## The data
+--

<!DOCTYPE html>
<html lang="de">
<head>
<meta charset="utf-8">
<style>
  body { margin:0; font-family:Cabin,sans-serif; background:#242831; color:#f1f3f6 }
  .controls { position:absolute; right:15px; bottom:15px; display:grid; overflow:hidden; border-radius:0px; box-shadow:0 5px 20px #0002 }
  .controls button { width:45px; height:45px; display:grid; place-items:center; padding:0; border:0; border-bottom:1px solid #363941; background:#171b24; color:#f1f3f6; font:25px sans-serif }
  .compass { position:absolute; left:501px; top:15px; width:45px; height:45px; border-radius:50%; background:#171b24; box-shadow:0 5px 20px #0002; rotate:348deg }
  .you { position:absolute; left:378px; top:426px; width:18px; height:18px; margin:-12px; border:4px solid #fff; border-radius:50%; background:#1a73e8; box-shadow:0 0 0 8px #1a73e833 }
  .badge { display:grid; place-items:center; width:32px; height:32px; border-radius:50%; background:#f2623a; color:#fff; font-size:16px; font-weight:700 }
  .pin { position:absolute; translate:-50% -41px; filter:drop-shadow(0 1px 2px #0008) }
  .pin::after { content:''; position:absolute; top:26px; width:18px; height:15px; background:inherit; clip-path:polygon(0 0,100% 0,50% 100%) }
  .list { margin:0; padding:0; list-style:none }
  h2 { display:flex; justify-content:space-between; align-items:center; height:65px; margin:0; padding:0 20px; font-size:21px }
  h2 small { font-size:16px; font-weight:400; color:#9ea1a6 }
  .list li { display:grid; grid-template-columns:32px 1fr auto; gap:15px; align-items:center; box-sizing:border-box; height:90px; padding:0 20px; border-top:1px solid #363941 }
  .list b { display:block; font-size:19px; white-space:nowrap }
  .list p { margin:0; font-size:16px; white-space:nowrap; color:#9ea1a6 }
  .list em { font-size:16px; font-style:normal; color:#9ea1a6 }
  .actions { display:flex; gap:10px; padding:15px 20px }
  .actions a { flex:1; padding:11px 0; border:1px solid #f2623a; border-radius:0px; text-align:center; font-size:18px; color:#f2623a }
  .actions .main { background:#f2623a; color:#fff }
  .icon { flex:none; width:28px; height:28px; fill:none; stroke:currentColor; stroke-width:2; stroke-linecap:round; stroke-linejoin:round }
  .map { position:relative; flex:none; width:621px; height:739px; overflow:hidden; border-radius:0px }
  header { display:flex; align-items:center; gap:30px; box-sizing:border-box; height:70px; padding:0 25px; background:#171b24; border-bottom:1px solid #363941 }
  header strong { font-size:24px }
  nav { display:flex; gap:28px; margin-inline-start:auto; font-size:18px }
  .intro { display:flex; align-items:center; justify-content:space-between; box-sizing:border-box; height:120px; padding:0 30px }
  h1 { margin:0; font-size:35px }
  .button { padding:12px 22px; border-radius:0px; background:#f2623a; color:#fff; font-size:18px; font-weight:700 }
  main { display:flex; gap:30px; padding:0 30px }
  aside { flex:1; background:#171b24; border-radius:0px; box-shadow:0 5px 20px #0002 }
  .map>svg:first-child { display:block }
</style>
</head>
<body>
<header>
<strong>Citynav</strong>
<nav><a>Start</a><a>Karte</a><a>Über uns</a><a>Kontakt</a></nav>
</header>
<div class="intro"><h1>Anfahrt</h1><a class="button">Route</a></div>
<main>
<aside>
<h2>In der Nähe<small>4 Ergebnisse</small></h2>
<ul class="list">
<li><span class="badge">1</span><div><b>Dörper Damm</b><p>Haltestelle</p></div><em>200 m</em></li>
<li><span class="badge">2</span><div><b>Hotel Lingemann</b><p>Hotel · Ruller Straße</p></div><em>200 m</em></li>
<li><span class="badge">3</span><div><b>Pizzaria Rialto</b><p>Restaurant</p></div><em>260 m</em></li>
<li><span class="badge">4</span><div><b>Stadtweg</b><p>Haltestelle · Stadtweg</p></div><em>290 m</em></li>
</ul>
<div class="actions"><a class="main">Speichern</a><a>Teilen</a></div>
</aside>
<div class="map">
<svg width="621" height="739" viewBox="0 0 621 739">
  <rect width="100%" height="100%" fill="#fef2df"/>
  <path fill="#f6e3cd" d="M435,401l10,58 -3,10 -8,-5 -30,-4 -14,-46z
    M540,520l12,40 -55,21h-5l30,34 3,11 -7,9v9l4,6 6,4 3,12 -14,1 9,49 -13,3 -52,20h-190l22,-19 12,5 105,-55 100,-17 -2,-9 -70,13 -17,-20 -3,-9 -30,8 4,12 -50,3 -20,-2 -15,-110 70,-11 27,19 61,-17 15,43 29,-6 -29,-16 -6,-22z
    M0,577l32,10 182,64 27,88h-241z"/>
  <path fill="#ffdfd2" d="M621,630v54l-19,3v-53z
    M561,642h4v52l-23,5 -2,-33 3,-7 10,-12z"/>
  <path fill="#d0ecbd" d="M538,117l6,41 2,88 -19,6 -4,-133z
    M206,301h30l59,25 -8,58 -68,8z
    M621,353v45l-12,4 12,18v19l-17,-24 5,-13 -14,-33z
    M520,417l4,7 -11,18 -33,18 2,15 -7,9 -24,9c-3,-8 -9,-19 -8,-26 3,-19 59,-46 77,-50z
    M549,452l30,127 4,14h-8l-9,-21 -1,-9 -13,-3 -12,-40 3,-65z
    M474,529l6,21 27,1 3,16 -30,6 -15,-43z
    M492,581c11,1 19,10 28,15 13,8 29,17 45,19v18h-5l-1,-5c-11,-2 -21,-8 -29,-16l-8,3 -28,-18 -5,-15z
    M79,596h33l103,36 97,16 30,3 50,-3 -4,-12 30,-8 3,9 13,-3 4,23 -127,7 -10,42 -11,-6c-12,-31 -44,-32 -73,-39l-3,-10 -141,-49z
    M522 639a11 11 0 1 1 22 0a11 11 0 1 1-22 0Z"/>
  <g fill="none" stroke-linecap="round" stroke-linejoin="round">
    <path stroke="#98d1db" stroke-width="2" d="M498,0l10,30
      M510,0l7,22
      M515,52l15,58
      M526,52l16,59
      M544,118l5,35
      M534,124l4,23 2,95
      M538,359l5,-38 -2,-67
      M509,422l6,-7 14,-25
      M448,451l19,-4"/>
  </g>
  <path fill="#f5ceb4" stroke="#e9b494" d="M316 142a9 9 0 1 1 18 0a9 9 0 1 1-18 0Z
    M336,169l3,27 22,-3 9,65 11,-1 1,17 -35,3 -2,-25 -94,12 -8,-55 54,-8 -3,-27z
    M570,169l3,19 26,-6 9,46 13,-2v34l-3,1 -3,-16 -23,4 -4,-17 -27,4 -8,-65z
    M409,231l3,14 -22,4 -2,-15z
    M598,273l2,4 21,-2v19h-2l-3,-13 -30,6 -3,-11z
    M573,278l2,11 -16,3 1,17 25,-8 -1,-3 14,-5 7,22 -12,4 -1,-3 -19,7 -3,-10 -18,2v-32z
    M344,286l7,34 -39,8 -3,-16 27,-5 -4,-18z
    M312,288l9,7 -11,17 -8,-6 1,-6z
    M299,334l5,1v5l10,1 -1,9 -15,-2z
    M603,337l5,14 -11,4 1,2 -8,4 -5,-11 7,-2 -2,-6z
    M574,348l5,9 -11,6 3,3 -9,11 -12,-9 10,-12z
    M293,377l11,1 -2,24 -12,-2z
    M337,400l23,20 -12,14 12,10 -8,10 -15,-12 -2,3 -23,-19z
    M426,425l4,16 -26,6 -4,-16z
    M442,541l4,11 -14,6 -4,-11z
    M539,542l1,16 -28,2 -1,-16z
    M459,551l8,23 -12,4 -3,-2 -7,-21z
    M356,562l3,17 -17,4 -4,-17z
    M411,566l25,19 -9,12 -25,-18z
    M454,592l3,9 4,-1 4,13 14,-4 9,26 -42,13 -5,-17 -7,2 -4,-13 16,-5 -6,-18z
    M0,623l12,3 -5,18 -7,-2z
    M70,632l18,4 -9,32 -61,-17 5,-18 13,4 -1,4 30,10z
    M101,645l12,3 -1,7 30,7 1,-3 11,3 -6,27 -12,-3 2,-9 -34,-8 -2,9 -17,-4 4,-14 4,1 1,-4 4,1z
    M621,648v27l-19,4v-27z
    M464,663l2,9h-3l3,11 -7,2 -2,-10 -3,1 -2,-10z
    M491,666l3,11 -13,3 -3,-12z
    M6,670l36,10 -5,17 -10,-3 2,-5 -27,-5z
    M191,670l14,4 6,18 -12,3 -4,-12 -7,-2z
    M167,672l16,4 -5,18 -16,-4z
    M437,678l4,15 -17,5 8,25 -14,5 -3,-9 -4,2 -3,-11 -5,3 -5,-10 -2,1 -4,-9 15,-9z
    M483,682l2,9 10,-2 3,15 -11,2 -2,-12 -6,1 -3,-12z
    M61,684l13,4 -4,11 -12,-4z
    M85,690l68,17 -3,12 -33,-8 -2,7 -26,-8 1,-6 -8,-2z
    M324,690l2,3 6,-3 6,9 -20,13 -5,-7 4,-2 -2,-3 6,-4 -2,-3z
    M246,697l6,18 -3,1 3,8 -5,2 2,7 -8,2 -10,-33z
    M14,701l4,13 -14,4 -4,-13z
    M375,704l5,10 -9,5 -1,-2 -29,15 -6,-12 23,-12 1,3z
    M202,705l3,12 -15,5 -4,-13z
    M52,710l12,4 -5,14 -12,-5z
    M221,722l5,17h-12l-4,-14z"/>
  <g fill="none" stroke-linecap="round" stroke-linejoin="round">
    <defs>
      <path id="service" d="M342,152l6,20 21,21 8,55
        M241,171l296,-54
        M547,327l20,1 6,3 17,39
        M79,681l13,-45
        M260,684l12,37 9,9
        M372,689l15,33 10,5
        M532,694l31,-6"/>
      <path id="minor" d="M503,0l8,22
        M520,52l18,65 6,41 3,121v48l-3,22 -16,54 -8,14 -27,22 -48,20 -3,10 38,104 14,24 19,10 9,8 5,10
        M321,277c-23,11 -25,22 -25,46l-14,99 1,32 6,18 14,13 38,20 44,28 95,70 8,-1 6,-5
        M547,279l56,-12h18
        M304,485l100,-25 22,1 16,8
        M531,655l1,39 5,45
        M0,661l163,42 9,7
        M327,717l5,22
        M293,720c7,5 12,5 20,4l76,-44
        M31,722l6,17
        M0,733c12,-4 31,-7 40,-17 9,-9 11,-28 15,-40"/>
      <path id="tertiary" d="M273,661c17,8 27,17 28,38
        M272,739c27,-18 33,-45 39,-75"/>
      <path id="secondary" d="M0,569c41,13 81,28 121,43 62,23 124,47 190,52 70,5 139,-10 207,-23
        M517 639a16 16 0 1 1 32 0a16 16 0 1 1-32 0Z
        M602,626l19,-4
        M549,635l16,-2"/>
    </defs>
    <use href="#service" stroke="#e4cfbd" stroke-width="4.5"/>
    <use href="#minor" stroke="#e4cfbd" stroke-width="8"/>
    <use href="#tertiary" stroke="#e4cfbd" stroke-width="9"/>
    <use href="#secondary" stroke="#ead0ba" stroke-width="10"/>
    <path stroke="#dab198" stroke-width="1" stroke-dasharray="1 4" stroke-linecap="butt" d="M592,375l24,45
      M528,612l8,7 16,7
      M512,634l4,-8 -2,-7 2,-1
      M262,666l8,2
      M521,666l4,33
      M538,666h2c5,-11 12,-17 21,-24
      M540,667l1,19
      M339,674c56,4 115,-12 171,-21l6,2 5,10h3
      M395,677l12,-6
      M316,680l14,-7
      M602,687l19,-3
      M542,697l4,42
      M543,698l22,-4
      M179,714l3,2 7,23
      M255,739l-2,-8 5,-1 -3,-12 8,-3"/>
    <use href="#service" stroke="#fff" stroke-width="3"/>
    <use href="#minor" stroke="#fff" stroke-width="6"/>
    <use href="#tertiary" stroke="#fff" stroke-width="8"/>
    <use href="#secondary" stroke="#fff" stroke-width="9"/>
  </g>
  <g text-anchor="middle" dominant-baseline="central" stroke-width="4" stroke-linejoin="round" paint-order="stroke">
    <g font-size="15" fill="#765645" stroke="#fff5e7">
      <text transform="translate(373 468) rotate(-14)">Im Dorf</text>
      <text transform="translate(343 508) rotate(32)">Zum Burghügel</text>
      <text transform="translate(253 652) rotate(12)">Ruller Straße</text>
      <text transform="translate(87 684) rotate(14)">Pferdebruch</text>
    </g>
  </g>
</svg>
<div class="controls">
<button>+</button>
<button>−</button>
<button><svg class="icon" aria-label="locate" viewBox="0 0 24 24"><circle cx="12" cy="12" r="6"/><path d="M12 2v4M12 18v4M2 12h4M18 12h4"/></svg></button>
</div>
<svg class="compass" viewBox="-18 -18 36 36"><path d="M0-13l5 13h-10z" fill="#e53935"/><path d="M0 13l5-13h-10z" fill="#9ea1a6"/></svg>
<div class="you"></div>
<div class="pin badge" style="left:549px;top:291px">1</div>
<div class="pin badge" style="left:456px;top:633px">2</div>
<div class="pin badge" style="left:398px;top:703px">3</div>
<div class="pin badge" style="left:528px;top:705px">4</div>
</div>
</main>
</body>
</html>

+--

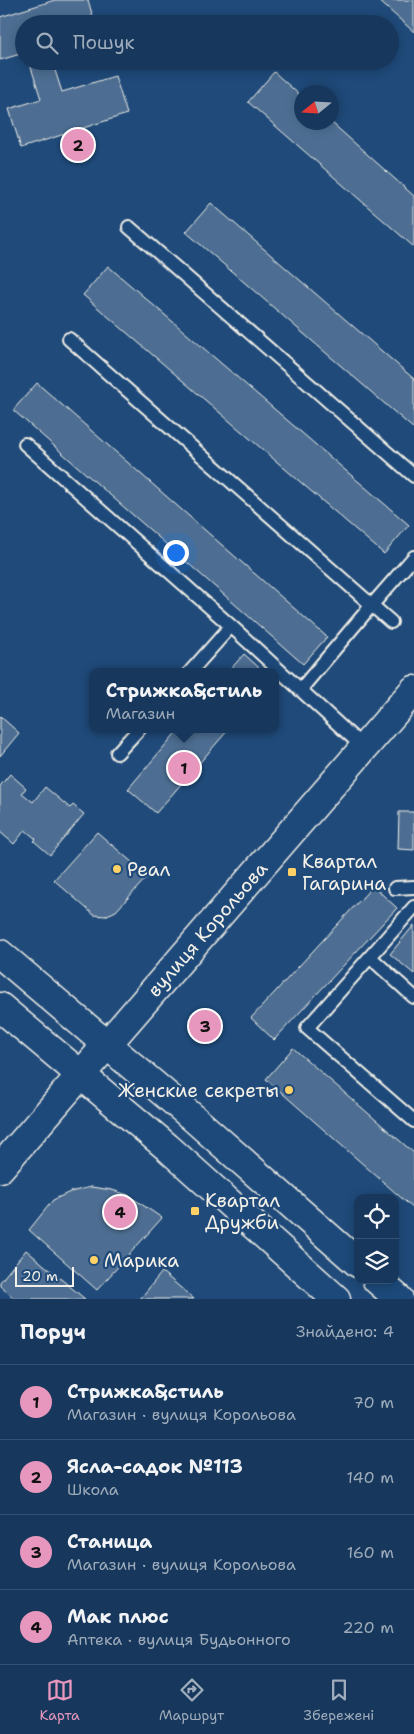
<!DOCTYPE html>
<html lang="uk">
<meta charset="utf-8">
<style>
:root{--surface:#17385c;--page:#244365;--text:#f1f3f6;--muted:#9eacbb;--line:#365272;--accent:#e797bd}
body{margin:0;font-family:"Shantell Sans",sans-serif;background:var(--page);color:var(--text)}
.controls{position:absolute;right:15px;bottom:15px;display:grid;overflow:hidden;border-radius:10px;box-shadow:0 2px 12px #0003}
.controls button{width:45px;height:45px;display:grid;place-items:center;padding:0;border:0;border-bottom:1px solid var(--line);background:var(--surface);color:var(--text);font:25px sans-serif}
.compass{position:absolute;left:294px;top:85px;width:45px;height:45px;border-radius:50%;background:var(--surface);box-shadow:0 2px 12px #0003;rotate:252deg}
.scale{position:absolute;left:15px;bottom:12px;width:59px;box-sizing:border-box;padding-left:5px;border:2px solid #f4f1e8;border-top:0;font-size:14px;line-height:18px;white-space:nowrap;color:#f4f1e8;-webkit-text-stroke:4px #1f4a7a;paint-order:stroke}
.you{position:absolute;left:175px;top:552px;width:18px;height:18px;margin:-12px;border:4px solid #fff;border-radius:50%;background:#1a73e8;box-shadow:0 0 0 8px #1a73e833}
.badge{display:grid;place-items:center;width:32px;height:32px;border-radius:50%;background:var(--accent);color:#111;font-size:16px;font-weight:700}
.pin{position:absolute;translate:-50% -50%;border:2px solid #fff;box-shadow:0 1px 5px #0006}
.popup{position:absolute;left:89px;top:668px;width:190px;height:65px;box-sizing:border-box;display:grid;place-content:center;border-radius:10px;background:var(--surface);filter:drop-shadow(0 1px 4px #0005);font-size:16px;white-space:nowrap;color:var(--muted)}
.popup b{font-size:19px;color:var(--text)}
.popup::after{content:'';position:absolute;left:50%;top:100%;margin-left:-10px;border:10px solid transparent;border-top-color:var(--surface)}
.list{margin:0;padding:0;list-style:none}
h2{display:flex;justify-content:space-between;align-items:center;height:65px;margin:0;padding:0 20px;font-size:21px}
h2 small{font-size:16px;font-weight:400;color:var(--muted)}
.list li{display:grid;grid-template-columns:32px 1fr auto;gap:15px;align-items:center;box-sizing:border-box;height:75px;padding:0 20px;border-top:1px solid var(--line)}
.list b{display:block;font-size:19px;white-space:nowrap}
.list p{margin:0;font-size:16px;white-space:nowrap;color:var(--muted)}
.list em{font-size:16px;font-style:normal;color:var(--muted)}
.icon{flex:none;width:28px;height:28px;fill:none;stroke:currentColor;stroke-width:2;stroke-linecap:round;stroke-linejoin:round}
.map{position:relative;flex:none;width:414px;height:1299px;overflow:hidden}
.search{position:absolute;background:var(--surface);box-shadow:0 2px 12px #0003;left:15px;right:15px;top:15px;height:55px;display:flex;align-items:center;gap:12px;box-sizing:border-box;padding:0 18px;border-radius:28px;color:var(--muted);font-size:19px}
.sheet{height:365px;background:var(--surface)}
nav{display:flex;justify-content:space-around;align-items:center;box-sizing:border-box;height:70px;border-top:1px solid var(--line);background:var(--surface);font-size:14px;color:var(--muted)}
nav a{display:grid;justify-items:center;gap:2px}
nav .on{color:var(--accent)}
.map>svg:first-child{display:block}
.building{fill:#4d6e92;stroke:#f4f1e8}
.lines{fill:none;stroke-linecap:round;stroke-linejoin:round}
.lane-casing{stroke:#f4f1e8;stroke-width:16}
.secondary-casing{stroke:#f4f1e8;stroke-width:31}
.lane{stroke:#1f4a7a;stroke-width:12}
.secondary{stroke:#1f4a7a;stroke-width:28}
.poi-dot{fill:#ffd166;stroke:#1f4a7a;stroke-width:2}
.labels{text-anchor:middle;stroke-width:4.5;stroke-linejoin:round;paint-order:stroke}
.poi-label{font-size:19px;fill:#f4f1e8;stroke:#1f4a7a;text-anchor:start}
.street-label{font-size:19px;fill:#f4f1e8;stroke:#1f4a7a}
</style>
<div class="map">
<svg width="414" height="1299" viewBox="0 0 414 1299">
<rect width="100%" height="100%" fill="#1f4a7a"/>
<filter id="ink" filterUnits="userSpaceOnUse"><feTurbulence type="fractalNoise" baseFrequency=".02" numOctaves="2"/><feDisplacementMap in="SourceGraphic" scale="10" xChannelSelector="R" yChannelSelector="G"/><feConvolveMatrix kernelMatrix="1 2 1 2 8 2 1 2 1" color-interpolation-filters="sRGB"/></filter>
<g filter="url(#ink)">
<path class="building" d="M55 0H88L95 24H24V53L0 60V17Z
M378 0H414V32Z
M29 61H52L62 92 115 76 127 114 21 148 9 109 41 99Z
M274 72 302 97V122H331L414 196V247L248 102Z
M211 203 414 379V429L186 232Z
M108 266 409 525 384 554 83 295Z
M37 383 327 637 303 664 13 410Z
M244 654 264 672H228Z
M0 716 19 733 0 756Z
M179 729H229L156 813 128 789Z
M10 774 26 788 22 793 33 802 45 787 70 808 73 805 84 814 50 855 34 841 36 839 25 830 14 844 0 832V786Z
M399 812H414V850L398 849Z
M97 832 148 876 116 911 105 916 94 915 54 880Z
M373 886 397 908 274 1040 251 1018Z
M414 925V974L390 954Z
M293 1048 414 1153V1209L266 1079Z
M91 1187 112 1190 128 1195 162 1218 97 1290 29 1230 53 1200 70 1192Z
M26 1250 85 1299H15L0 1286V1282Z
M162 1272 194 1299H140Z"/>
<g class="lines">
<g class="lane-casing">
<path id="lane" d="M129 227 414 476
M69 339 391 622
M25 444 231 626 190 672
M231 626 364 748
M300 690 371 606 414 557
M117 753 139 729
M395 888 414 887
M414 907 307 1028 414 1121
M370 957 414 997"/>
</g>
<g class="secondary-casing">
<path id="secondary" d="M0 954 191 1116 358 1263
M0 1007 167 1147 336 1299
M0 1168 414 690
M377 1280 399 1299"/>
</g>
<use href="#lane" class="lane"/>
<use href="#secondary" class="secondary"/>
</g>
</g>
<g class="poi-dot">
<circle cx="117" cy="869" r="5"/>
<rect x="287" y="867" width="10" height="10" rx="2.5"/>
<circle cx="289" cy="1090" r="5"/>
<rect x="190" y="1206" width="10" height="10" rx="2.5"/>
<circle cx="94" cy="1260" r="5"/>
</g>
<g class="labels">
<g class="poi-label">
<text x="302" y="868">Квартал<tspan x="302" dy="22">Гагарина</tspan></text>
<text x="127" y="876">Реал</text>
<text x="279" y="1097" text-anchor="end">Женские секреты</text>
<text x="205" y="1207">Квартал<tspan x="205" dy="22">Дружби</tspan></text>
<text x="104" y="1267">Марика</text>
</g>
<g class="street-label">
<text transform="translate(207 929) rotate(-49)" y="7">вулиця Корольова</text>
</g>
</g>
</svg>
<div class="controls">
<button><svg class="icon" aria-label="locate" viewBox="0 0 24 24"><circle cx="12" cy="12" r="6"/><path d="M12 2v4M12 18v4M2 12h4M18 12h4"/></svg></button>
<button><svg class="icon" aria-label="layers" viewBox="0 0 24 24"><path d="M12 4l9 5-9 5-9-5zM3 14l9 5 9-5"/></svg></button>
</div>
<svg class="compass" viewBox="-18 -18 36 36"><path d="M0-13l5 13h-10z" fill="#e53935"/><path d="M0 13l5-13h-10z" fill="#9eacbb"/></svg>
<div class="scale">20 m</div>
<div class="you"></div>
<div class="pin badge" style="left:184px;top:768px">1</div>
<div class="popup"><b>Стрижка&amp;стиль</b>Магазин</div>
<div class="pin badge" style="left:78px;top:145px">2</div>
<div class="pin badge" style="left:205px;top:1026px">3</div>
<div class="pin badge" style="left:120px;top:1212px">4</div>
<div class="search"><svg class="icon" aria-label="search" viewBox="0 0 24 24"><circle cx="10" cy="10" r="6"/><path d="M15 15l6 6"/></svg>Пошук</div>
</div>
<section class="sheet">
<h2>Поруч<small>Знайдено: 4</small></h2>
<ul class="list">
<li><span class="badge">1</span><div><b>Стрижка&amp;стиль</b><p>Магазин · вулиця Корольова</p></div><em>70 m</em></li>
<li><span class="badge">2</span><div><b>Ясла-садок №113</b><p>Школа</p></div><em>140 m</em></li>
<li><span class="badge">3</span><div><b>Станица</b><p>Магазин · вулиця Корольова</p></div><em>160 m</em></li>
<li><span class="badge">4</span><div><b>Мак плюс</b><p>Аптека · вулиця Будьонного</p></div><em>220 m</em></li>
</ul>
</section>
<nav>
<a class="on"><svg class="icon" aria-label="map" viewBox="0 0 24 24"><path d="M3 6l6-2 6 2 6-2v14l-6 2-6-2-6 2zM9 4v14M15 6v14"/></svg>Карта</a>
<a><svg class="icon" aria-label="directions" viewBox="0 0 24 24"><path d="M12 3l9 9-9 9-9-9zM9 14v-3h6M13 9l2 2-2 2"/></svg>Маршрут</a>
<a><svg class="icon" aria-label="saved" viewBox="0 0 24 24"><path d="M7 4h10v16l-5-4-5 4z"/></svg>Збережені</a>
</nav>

+--

## Exercise
Work out how many lines in the data contain "columns" and state that number with nothing added.

## Exercise answer
2